Prompt:
All pictures should be dropped, and only the lines from the top of the entries below through the line containing "filter:drop-shadow(0 0 1px" repeated exactly, both ends included.

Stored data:
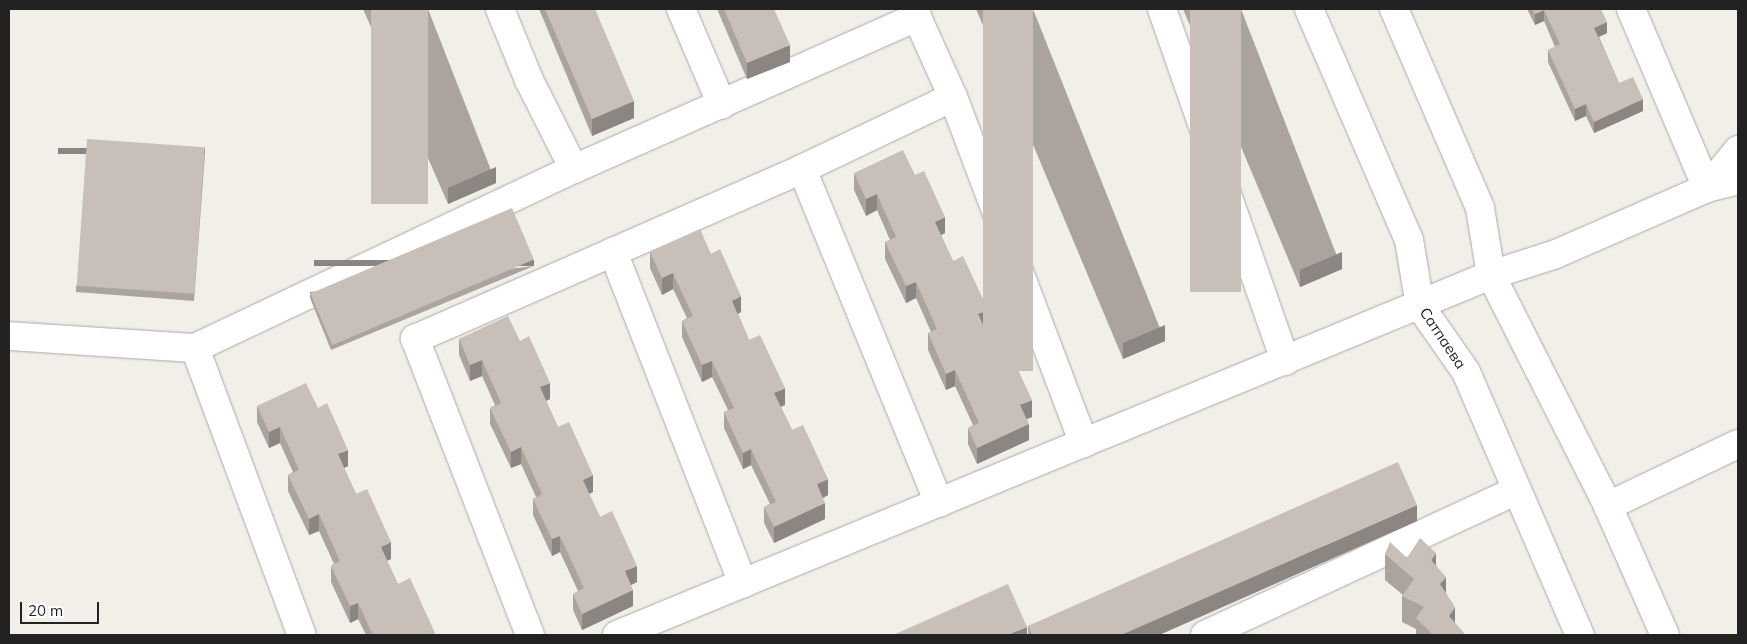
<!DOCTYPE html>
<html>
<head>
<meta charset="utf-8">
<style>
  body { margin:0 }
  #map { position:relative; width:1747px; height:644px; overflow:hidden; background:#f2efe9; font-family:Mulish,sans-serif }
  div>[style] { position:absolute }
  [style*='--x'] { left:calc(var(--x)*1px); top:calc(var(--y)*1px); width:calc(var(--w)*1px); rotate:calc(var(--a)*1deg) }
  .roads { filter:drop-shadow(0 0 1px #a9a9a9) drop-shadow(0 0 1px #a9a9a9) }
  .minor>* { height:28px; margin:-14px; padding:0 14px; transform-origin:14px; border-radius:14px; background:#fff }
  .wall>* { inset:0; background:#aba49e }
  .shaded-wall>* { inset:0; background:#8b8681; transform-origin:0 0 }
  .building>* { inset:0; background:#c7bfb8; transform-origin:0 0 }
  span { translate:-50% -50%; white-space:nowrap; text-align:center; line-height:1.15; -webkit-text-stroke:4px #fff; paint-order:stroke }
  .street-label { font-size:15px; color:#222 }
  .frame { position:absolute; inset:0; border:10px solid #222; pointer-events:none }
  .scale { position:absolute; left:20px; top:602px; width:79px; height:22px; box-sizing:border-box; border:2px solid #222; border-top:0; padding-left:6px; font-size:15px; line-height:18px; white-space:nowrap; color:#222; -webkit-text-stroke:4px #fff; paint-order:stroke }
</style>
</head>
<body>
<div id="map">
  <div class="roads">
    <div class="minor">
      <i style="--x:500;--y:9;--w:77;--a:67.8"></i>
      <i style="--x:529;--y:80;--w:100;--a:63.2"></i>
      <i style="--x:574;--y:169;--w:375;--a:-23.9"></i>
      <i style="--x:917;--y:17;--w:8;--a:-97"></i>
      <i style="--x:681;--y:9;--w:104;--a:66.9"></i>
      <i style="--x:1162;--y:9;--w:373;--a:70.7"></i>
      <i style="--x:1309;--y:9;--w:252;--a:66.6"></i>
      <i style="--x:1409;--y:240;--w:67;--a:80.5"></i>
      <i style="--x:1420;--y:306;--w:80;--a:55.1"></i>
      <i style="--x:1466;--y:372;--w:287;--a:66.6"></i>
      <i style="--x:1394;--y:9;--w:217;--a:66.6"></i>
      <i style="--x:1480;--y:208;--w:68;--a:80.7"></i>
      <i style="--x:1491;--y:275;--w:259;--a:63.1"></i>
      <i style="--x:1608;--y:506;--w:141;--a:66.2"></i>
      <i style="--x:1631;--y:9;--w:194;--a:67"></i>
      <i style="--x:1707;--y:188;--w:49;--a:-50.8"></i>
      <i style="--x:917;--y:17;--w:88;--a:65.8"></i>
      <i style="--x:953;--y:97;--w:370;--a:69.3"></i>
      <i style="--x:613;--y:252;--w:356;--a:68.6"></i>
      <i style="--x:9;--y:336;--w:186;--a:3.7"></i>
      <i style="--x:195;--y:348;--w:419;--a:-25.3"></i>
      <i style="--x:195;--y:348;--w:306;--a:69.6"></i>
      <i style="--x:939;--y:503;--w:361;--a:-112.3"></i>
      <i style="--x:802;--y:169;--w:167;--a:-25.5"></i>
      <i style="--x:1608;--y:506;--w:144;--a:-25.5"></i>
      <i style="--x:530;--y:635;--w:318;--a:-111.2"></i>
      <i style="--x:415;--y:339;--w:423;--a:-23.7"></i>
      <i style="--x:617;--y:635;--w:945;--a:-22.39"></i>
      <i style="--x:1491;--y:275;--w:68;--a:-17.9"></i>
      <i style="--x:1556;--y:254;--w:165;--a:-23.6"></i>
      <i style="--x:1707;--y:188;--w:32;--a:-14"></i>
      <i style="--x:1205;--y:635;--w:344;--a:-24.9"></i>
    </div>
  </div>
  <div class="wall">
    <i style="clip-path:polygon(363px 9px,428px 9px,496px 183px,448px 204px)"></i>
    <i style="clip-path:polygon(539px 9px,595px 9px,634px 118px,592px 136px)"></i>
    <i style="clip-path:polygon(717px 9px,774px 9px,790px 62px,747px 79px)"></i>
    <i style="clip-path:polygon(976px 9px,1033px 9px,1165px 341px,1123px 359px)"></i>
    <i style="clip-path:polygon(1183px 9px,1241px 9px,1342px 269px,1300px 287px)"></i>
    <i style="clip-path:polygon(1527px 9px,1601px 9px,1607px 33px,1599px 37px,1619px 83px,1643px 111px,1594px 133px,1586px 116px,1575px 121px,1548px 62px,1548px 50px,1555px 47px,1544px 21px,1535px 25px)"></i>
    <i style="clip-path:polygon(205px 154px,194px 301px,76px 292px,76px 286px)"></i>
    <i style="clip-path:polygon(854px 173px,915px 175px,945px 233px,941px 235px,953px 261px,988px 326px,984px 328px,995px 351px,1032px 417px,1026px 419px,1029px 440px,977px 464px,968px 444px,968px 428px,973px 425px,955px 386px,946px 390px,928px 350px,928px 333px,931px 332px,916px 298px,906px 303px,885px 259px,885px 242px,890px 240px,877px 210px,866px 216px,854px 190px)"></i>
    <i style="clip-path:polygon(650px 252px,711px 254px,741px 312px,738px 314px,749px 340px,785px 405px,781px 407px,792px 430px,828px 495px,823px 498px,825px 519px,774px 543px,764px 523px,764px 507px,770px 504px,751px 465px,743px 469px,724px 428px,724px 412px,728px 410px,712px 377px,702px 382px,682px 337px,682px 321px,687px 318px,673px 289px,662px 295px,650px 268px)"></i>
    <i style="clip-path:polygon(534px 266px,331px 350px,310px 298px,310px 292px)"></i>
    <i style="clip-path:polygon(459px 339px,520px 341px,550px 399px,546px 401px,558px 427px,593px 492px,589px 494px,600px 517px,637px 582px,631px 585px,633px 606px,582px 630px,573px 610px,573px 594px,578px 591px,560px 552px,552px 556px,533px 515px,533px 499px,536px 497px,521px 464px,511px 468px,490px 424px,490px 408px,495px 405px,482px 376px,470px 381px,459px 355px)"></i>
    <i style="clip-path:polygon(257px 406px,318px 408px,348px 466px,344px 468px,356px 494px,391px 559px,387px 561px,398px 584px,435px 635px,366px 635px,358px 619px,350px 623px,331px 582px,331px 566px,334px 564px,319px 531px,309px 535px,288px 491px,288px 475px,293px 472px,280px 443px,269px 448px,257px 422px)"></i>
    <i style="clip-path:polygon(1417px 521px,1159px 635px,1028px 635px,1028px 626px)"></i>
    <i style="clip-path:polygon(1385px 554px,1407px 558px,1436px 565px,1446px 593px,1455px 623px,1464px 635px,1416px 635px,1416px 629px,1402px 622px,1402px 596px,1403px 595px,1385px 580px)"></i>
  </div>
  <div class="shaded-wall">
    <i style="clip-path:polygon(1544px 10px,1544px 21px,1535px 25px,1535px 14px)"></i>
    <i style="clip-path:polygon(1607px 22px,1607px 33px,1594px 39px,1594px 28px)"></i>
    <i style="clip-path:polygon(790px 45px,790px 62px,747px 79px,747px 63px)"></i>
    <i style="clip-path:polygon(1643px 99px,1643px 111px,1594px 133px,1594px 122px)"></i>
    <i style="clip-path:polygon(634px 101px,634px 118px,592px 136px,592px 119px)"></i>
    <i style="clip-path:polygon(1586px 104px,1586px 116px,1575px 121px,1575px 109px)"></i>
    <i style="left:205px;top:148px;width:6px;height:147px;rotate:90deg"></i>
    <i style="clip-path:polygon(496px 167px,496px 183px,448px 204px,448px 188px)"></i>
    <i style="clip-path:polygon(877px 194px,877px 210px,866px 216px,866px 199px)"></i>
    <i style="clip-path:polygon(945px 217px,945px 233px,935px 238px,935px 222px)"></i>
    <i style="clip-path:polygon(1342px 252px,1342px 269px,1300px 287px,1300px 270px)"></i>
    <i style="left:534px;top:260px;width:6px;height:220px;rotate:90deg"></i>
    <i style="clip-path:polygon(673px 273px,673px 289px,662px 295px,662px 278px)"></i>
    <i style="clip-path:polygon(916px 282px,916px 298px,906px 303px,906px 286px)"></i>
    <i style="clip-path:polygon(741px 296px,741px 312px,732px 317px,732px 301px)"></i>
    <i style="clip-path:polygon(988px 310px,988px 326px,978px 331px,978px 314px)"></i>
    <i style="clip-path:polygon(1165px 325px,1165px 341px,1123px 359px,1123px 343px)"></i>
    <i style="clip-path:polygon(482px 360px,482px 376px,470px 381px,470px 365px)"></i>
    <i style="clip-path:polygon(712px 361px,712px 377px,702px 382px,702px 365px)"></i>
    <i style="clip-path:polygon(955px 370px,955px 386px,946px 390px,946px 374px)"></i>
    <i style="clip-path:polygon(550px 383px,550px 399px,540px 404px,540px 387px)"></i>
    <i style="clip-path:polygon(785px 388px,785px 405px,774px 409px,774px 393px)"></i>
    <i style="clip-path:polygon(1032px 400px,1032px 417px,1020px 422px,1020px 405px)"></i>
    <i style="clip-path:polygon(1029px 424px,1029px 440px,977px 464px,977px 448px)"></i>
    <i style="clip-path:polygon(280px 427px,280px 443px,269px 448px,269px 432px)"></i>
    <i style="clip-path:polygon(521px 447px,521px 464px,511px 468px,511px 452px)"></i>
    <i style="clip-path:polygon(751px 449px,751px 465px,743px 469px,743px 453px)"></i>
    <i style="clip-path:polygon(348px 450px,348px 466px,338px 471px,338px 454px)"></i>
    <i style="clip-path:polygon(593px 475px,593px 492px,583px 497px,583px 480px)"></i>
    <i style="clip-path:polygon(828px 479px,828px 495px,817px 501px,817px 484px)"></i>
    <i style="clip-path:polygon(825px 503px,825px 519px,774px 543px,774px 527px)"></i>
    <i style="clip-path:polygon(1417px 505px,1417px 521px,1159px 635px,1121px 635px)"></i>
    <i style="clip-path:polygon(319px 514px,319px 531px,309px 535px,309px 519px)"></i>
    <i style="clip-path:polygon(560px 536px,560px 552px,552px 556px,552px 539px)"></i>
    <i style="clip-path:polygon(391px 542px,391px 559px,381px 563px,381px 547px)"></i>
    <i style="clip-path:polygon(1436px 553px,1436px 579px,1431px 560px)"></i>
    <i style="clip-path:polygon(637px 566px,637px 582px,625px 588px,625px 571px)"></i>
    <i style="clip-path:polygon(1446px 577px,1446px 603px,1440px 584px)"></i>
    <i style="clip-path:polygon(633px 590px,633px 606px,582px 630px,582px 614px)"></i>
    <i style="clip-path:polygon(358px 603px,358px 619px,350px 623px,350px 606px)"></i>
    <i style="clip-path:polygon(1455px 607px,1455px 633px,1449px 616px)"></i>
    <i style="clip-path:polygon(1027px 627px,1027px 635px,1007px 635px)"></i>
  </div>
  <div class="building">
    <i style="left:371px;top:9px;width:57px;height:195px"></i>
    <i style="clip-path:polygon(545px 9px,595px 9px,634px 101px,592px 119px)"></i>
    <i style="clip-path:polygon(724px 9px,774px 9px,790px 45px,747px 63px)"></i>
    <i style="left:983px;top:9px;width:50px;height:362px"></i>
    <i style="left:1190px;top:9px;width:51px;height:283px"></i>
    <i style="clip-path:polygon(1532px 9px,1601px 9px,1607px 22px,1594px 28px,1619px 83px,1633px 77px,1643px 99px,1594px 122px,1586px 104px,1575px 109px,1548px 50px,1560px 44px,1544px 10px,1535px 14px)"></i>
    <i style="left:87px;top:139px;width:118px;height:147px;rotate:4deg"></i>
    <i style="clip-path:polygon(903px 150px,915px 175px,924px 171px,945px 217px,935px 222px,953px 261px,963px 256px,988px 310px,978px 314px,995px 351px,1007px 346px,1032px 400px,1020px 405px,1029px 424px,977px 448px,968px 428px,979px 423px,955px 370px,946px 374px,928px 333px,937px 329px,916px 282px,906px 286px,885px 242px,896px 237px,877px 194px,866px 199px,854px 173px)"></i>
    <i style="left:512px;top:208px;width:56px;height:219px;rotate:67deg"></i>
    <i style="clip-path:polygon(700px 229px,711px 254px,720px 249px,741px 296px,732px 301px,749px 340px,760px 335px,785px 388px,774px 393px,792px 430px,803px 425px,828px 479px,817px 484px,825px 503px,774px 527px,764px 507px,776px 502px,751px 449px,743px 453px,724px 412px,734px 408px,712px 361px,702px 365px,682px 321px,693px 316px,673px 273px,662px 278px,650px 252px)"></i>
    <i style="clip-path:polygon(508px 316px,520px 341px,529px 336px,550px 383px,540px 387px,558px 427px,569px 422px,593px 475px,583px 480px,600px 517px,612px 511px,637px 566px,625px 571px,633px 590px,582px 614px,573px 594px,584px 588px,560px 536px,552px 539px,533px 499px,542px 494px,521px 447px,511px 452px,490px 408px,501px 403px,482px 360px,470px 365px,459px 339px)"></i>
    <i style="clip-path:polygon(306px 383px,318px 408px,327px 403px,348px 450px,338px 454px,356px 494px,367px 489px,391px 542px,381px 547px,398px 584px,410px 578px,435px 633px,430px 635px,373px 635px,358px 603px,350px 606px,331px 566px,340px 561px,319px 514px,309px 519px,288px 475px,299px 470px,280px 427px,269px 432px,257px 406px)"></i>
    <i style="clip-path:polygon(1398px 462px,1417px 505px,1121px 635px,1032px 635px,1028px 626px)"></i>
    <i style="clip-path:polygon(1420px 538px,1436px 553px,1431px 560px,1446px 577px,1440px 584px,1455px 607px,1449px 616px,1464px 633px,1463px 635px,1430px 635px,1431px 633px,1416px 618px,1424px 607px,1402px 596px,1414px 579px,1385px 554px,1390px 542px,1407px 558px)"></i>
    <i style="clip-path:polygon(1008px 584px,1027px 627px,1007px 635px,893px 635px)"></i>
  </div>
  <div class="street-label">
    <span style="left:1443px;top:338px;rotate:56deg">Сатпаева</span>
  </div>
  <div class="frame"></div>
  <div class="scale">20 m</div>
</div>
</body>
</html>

Answer space:
<!DOCTYPE html>
<html>
<head>
<meta charset="utf-8">
<style>
  body { margin:0 }
  #map { position:relative; width:1747px; height:644px; overflow:hidden; background:#f2efe9; font-family:Mulish,sans-serif }
  div>[style] { position:absolute }
  [style*='--x'] { left:calc(var(--x)*1px); top:calc(var(--y)*1px); width:calc(var(--w)*1px); rotate:calc(var(--a)*1deg) }
  .roads { filter:drop-shadow(0 0 1px #a9a9a9) drop-shadow(0 0 1px #a9a9a9) }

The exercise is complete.